● DESCRIPTION OF THE TASK: Which lines below mention "tools"? Pick each one out.

● EXERCISE DATA:
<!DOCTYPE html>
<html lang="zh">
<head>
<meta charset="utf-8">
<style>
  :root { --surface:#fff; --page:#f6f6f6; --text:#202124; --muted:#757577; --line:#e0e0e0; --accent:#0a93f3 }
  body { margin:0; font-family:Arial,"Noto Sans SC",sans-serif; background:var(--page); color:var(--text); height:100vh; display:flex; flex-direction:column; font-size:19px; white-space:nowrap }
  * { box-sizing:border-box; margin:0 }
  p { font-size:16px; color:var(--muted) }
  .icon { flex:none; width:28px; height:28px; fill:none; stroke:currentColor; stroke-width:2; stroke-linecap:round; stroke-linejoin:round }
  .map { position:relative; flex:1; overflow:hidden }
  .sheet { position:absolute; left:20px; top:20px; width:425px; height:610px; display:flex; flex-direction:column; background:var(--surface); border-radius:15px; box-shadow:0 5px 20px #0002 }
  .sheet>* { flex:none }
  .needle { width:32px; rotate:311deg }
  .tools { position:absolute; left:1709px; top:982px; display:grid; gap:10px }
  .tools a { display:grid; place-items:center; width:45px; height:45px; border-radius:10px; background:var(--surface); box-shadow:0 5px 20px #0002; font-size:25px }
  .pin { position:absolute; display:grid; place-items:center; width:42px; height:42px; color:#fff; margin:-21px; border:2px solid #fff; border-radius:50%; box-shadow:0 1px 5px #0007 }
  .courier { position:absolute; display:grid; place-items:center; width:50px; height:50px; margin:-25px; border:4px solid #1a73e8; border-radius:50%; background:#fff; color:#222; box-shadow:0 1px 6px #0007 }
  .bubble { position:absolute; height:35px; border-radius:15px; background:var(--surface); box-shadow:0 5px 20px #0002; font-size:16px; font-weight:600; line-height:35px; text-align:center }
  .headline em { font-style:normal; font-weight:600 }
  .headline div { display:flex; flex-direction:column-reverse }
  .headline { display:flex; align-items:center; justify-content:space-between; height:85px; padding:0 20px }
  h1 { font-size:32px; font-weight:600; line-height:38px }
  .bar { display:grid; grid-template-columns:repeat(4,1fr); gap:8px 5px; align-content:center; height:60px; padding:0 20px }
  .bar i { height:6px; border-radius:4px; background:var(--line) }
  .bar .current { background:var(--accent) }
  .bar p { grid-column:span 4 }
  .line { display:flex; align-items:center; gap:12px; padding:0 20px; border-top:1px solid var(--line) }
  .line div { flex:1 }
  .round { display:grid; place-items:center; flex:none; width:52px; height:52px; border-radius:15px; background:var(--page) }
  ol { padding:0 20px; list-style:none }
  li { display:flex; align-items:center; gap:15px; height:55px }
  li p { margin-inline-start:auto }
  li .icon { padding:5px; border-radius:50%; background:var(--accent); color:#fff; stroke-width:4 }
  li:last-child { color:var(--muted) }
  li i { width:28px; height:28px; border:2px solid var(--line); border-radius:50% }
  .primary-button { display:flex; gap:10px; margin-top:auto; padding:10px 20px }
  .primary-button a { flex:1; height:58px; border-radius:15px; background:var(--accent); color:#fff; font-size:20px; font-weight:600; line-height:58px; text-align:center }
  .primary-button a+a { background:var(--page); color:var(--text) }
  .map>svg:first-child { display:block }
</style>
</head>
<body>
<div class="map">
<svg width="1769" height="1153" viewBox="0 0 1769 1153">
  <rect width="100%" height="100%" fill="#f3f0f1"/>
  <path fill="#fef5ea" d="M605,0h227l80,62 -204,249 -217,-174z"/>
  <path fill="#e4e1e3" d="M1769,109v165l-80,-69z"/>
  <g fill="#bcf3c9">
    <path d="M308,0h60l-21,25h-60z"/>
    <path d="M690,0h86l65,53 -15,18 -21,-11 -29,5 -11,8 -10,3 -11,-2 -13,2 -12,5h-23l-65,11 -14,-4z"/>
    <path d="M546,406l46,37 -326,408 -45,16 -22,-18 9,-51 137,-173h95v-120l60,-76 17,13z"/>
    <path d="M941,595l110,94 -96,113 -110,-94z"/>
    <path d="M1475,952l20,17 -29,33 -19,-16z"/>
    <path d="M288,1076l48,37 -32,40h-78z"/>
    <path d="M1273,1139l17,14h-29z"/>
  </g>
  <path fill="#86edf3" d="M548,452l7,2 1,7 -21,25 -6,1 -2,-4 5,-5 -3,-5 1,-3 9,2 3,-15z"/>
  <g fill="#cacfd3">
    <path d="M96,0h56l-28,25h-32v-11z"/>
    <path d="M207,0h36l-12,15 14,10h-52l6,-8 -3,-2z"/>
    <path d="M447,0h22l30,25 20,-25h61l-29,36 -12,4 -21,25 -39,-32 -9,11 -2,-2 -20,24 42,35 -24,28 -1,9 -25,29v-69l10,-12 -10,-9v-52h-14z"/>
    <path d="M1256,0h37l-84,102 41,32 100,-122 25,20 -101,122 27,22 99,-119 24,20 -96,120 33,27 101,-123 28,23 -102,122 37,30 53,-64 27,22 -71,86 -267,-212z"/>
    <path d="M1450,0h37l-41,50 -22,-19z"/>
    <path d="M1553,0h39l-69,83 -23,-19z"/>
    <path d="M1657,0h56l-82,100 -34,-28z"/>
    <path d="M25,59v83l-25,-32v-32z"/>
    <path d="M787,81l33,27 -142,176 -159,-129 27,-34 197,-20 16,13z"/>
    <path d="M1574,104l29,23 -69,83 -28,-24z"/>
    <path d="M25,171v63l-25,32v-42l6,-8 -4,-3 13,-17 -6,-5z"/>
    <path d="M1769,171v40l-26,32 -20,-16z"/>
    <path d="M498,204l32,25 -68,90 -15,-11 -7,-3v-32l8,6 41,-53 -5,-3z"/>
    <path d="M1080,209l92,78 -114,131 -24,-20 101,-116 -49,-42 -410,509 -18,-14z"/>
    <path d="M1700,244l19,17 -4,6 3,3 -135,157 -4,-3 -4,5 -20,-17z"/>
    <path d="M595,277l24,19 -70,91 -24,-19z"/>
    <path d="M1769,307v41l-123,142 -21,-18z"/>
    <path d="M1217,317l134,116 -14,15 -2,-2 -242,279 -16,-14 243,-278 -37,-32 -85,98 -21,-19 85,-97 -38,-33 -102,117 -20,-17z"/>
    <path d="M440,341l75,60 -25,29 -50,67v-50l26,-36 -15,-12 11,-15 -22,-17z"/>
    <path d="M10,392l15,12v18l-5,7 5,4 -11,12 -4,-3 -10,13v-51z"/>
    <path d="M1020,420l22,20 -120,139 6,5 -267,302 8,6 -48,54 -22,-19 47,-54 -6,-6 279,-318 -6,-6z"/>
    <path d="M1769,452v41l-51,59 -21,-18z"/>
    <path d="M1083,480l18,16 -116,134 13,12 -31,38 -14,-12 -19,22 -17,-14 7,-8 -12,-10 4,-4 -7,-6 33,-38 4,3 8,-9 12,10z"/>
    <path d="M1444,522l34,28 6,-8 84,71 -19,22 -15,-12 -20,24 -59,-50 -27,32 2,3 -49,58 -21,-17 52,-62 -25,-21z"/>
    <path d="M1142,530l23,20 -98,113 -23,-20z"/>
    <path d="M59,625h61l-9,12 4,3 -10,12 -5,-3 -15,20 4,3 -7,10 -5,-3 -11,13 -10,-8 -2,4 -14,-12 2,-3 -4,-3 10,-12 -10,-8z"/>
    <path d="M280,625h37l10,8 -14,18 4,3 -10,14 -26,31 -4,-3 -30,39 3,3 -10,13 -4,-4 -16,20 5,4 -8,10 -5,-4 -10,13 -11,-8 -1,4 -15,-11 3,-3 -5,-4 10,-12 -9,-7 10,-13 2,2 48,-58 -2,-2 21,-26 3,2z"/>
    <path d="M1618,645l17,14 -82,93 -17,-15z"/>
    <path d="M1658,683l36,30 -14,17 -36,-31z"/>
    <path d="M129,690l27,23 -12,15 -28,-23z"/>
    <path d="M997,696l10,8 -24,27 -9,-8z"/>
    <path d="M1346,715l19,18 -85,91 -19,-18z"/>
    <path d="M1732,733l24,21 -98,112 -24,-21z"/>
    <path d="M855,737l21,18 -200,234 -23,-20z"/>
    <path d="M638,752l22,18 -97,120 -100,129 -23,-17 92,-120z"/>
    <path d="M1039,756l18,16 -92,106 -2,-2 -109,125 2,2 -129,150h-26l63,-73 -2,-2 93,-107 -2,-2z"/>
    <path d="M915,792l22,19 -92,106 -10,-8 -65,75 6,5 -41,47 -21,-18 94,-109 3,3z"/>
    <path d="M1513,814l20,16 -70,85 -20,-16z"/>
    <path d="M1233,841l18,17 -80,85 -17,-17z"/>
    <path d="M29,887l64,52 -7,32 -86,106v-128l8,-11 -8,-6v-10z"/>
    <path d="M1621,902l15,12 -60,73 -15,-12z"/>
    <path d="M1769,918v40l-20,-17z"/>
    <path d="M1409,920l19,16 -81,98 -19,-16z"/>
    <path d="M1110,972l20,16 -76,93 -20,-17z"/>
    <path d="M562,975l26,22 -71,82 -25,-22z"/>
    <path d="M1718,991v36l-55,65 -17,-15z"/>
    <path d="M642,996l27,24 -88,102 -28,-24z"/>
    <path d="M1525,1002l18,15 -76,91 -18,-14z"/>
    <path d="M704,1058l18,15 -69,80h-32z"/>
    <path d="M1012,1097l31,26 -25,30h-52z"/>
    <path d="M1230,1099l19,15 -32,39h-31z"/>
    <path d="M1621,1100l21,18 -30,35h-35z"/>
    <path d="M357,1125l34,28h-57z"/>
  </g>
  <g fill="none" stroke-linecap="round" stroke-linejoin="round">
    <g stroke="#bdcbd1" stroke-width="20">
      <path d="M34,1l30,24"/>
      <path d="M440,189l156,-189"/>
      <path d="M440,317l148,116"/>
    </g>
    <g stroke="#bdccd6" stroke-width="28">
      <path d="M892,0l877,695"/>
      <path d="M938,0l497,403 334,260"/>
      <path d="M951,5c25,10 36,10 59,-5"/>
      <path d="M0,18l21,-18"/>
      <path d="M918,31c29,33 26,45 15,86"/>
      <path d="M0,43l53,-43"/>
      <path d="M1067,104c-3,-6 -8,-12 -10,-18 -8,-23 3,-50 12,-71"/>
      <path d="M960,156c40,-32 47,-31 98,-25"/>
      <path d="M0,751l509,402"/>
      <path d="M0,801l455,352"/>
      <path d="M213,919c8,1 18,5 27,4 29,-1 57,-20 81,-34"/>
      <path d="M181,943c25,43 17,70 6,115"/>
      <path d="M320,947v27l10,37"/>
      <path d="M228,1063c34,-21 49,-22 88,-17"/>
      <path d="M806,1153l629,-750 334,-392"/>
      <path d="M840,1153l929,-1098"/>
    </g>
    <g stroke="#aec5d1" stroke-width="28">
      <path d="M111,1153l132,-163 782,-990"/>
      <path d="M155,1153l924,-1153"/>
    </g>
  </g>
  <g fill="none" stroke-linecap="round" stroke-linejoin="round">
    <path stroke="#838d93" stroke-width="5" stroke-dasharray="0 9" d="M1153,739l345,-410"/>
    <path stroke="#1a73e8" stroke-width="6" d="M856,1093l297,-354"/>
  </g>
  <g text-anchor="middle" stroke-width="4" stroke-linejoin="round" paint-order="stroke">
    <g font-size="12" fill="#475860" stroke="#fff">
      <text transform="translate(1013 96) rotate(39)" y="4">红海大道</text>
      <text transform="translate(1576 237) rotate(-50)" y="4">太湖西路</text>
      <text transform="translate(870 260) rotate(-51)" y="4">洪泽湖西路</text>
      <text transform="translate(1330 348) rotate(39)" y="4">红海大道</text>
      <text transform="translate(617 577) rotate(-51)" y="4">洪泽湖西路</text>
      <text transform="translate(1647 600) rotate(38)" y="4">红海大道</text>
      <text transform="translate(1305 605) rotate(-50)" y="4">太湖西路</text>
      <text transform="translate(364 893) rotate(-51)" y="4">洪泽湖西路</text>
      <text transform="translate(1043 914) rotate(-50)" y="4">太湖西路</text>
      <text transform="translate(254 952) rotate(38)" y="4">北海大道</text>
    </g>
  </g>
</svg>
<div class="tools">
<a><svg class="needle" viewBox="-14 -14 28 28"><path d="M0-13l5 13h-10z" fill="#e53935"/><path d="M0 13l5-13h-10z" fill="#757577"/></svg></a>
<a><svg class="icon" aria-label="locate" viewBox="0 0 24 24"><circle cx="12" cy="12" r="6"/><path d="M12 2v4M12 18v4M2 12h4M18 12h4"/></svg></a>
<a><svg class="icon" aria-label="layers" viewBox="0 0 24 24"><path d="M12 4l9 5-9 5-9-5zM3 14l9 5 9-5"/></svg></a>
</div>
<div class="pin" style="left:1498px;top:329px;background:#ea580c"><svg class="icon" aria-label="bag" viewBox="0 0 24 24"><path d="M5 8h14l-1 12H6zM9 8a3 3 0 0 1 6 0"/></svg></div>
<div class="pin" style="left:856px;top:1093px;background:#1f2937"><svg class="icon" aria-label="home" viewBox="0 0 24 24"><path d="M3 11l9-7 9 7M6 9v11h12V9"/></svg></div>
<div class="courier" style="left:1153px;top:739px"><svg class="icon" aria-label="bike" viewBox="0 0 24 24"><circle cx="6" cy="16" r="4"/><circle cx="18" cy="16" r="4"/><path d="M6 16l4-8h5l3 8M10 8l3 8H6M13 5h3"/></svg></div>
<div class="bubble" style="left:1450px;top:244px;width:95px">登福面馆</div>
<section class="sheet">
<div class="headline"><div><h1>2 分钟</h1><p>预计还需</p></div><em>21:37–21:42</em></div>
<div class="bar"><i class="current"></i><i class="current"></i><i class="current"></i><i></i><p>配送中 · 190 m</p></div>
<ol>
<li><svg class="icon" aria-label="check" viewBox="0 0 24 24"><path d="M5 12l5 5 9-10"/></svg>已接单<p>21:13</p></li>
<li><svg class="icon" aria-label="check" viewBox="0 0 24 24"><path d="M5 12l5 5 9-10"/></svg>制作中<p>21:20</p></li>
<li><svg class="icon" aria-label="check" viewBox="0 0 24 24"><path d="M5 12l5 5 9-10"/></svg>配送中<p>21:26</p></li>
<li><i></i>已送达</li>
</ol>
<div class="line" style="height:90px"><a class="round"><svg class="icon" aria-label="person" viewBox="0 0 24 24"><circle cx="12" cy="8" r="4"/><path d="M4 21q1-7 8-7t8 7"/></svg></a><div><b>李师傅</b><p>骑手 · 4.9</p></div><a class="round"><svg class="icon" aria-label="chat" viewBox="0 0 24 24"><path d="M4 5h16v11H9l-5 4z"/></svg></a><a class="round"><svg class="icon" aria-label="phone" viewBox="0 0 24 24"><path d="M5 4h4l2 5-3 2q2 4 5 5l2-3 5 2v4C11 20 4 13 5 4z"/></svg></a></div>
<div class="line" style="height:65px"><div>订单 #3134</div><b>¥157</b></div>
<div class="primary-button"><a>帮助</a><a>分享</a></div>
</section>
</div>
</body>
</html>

● TASK ANSWER:
  .tools { position:absolute; left:1709px; top:982px; display:grid; gap:10px }
  .tools a { display:grid; place-items:center; width:45px; height:45px; border-radius:10px; background:var(--surface); box-shadow:0 5px 20px #0002; font-size:25px }
<div class="tools">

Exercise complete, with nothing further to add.